LegalCrystal Citation
SubjectCriminal
CourtAllahabad High Court
Decided On
Judge
Reported in(1887)ILR9All720
AppellantQueen-empress
RespondentRiding and ors.
Excerpt:
criminal procedure code, section 509 - deposition of medical witness taken by magistrate tendered at sessions trial--magistrate's record not showing, and evidence not adduced to show, that deposition was taken and attested in accused's presence--deposition not admissible in evidence--act i of 1872 (evidence act), section 114, illustration (e). - .....of the criminal procedure code, it was essential that the deposition should have been 'taken and attested by a magistrate in the presence of the accused.' since the prosecution was bound to prove every step of the case against the prisoners, before such a deposition could be admitted it must either appear on the magistrate's record, or must be proved, by the evidence of witnesses, to have been taken and attested in the prisoners' presence. his lordship had been referred to section 114, illustration (e) of the evidence act; but that section did not direct the court to presume the existence of facts likely to have happened, such as the regular performance of judicial nets, but left the court free to make the presumption or not according to its discretion. this being a criminal case in.....
Judgment:

John Edge, Kt., C.J.

1. Said that he was of opinion that the deposition was inadmissible in evidence.
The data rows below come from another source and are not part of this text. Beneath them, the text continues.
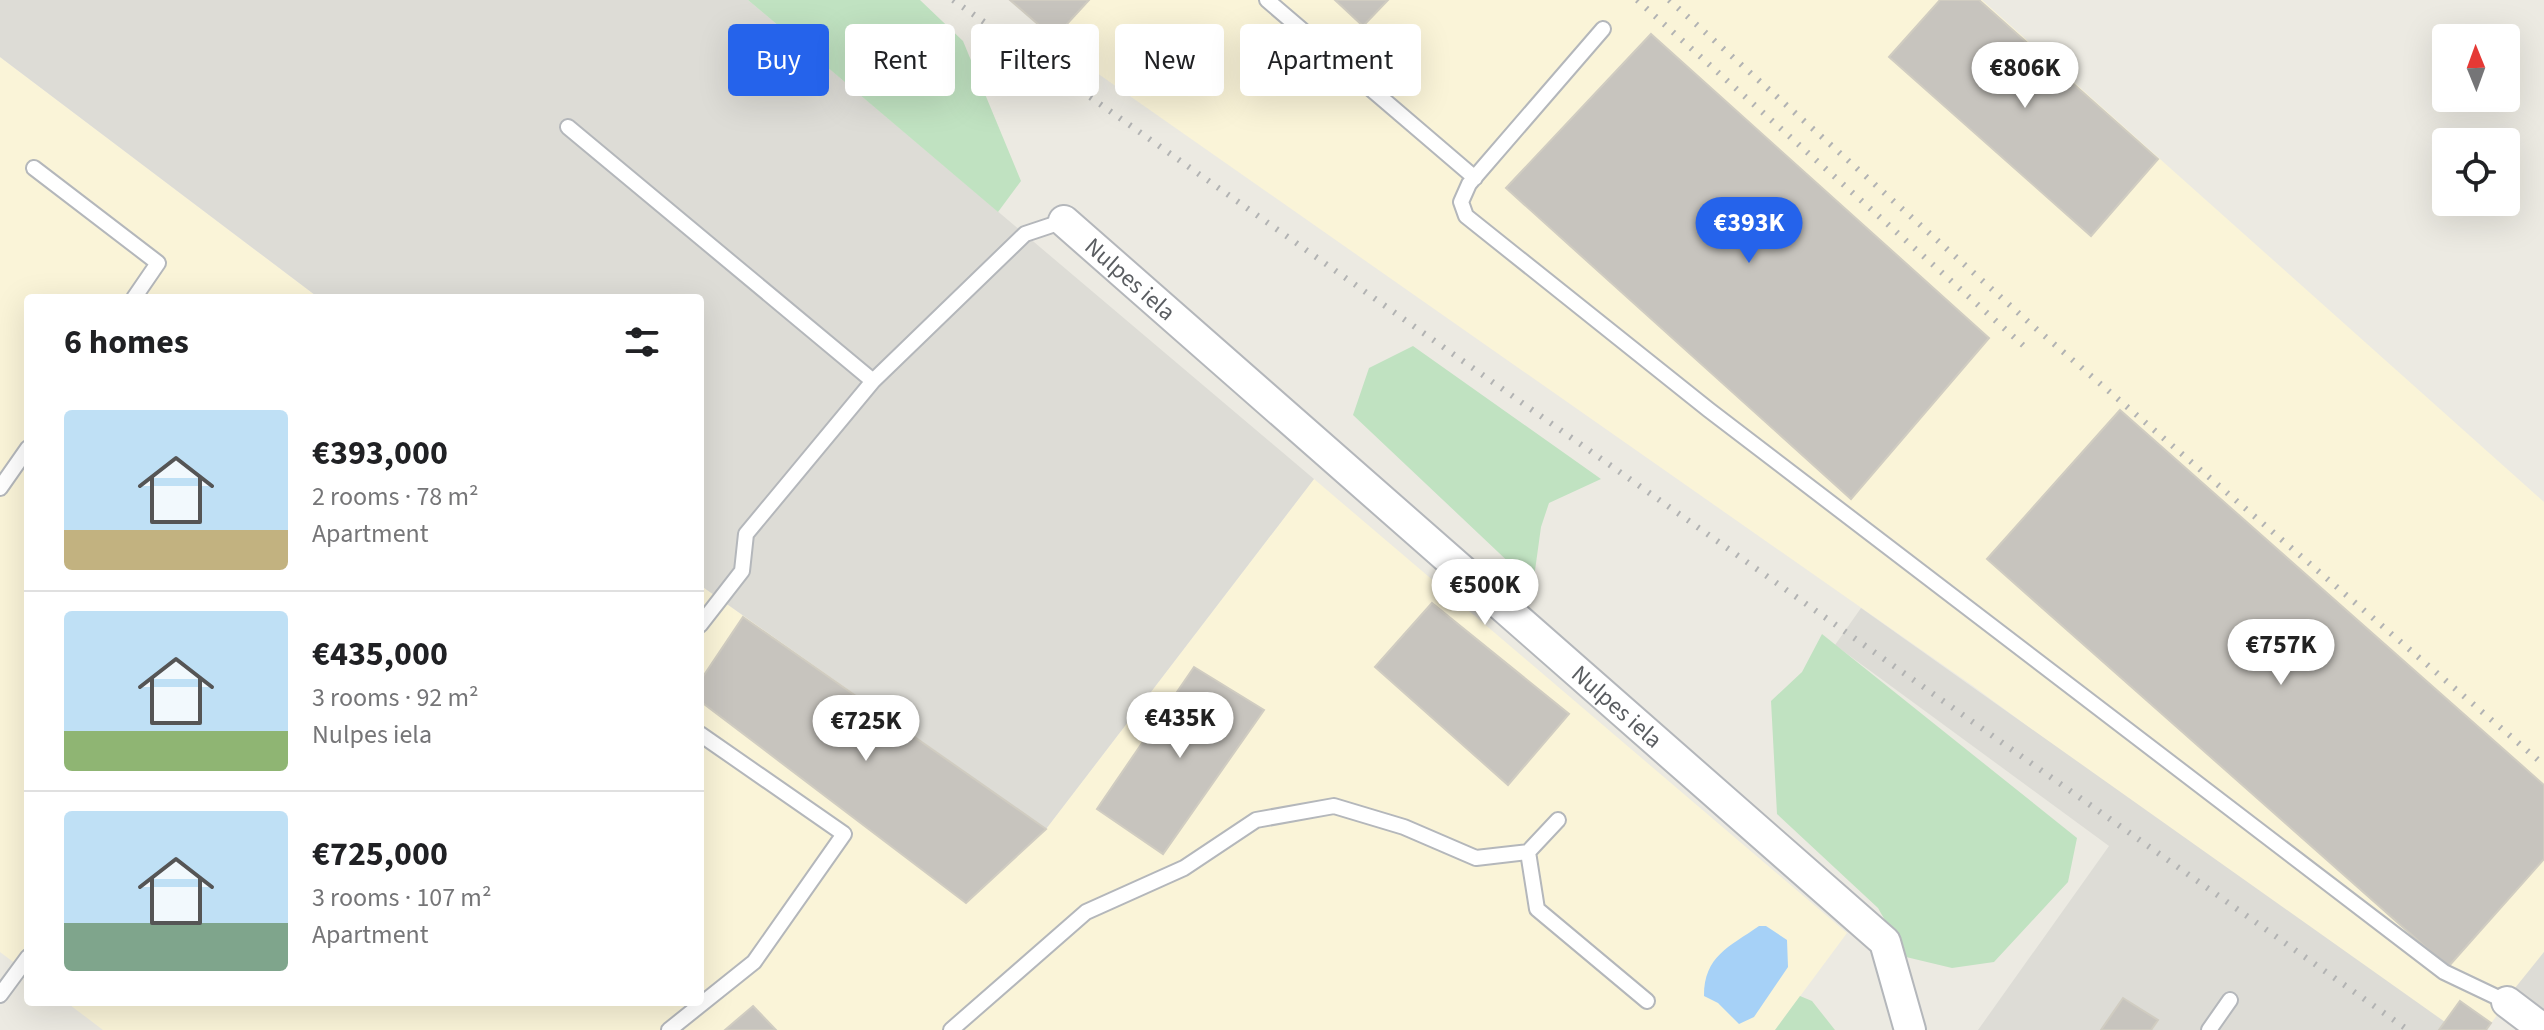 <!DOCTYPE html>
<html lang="en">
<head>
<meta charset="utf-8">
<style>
	body { margin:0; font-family:"Source Sans 3",sans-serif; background:#f2f2f2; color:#202124; height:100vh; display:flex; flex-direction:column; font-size:30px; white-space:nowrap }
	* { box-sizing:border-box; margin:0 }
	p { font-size:26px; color:#757577 }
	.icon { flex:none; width:44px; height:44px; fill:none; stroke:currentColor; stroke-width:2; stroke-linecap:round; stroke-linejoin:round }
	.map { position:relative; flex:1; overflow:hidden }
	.sheet { position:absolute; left:24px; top:294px; width:680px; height:712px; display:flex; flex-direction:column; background:#fff; border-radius:8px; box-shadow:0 8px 32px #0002 }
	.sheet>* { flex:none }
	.top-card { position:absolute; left:728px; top:24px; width:760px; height:72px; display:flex; gap:16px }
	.needle { width:52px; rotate:359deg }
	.controls { position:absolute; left:2432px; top:24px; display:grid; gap:16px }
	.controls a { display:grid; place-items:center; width:88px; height:88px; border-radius:8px; background:#fff; box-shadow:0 8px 32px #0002; font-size:40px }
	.price { position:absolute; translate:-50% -68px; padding:0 18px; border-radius:28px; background:#fff; color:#222; font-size:26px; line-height:52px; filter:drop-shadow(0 2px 4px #0008) }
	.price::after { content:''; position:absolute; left:50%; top:48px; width:24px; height:18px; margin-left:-12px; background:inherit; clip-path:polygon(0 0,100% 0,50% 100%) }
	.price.active { background:#2563eb; color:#fff }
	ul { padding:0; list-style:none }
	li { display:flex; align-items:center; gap:24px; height:200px; padding:0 40px }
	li+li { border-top:2px solid #e0e0e0 }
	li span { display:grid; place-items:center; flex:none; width:224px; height:160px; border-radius:8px; color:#555 }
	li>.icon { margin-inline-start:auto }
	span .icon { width:96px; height:96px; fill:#fffc; stroke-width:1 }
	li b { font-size:34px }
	h2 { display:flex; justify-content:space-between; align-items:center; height:96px; padding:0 40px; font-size:34px }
	.chip { padding:0 28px; border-radius:8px; background:#fff; box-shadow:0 8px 32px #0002; font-size:28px; line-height:72px }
	.chip.active { background:#2563eb; color:#fff }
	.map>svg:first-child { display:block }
	.commercial { fill:#faf4d8 }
	.industrial { fill:#dddcd6 }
	.green { fill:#c0e2c1 }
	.water { fill:#a6d1f7 }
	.building { fill:#c7c4be; stroke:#d0ccc1; stroke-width:2 }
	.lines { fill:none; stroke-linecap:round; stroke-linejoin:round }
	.service-casing { stroke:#b4b7bb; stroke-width:18 }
	.minor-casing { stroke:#b4b7bb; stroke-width:34 }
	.service { stroke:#fff; stroke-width:14 }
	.minor { stroke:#fff; stroke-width:30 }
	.rail { stroke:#b2b3b3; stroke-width:6; stroke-dasharray:2 10; stroke-linecap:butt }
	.labels { text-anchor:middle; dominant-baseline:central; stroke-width:6; stroke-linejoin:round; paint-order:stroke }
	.street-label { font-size:24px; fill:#5a5d61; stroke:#fff }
</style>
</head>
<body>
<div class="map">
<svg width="2544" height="1030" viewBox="0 0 2544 1030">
	<rect width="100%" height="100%" fill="#eceae2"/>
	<path class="commercial" d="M 1010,0 L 1982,0 L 2544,502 L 2544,952 L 2486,1030 L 2439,1030 L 1973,686 L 1077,59 Z
		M 0,57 L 319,298 L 28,298 L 28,973 L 0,952 Z
		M 1314,479 L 1847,933 L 1775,1030 L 103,1030 L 66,1002 L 700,1002 L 700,585 L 1046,829 Z"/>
	<path class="industrial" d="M 0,0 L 748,0 L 1314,479 L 1046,829 L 700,585 L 700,298 L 319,298 L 0,57 Z
		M 1861,608 L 2445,1022 L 2439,1030 L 1978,1030 L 2109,846 L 1835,645 Z
		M 2544,952 L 2544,1009 L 2515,988 Z"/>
	<path class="green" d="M 748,0 L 920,0 L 963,41 L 1021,181 L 998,212 Z
		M 1413,346 L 1601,479 L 1549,503 L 1541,527 L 1533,585 L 1353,415 L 1369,368 Z
		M 1822,634 L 2077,838 L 2068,882 L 1994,962 L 1952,968 L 1906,957 L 1878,908 L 1777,814 L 1771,701 L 1802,672 Z
		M 1800,996 L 1812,1001 L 1835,1030 L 1775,1030 Z"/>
	<path class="water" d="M 1759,926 L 1766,926 L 1787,940 L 1788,967 L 1754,1017 L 1739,1024 L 1718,1003 L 1704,996 C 1704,956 1729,947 1759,926 Z"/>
	<path class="building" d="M 1010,0 L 1089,0 L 1054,38 Z
		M 1335,0 L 1388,0 L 1363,26 Z
		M 1940,0 L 1979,0 L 2158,159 L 2091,236 L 1889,57 Z
		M 1651,34 L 1989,338 L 1851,499 L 1506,188 Z
		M 2120,410 L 2544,785 L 2544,859 L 2448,967 L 1987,559 Z
		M 1432,603 L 1569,714 L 1508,785 L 1375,667 Z
		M 743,617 L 1046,829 L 966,903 L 700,701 L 700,681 Z
		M 1194,667 L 1264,710 L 1163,854 L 1097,809 Z
		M 2123,998 L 2158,1020 L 2151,1030 L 2101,1030 Z
		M 2460,1001 L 2491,1023 L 2486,1030 L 2439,1030 Z
		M 753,1006 L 776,1030 L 725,1030 Z"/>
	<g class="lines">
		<g class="service-casing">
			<path id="service" d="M 1267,0 L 1475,178
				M 1603,29 L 1469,184 L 1461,202 L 1466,216 L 1709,410 L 2444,972 L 2507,1002
				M 568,127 L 873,381 L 1025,234 L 1064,221
				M 34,168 L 158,263 L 134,298
				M 0,488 L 28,448
				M 700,625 L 742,571 L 746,534 L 873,381
				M 1528,852 L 1537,909 L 1647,1001
				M 0,995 L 28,957
				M 669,1030 L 754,962 L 844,834 L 700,734
				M 951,1030 L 1086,912 L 1184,868 L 1256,820 L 1334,806 L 1404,827 L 1476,858 L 1528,852 L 1558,820
				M 2209,1030 L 2230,1000"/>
		</g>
		<g class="minor-casing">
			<g id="minor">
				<path id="s1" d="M 1064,221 L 1885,942 L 1910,1030"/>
				<path d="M 2507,1002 L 2544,1030"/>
			</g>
		</g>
		<use href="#service" class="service"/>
		<use href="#minor" class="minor"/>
		<path class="rail" d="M 953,0 L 2408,1030
			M 1637,0 L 2025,347
			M 1669,0 L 2033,326 L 2544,765"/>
	</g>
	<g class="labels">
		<g class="street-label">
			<text stroke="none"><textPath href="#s1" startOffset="88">Nulpes iela</textPath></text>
			<text stroke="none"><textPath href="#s1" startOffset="736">Nulpes iela</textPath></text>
		</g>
	</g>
</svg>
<div class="controls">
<a><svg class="needle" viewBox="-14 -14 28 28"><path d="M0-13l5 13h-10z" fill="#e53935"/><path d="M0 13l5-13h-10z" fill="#757577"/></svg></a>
<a><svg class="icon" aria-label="locate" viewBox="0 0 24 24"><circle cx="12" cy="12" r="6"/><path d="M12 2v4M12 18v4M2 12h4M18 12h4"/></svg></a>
</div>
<b class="price" style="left:2025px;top:110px">€806K</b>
<b class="price active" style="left:1749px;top:265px">€393K</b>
<b class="price" style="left:1485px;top:627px">€500K</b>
<b class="price" style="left:2281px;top:687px">€757K</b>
<b class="price" style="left:1180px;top:760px">€435K</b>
<b class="price" style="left:866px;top:763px">€725K</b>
<div class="top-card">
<a class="chip active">Buy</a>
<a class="chip">Rent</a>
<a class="chip">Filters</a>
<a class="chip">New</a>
<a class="chip">Apartment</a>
</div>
<section class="sheet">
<h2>6 homes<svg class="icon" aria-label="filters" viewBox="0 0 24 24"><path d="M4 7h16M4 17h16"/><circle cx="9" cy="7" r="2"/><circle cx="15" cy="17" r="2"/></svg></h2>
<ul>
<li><span style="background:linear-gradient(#bfe0f5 75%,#c2b280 0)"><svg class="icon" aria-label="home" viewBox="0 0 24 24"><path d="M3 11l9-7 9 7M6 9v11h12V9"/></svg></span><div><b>€393,000</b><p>2 rooms · 78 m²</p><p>Apartment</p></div></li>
<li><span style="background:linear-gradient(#bfe0f5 75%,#8fb573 0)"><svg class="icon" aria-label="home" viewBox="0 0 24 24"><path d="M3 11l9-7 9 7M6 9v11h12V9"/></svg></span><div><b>€435,000</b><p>3 rooms · 92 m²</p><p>Nulpes iela</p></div></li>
<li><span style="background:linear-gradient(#bfe0f5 70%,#7fa58c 0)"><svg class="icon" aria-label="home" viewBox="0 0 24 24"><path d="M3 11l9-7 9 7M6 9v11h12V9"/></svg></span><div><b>€725,000</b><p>3 rooms · 107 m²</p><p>Apartment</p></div></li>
</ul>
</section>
</div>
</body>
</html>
Under Section 509 of the Criminal Procedure Code, it was essential that the deposition should have been 'taken and attested by a Magistrate in the presence of the accused.' Since the prosecution was bound to prove every step of the case against the prisoners, before such a deposition could be admitted it must either appear on the Magistrate's record, or must be proved, by the evidence of witnesses, to have been taken and attested in the prisoners' presence. His Lordship had been referred to Section 114, illustration (e) of the Evidence Act; but that section did not direct the Court to presume the existence of facts likely to have happened, such as the regular performance of judicial nets, but left the Court free to make the presumption or not according to its discretion. This being a criminal case in which, as he had said, the prosecution must prove every step of its case, he did not think it proper or expedient to act on a presumption that the requirements of Section 509 had been complied with, and he therefore ruled that the deposition should not be admitted.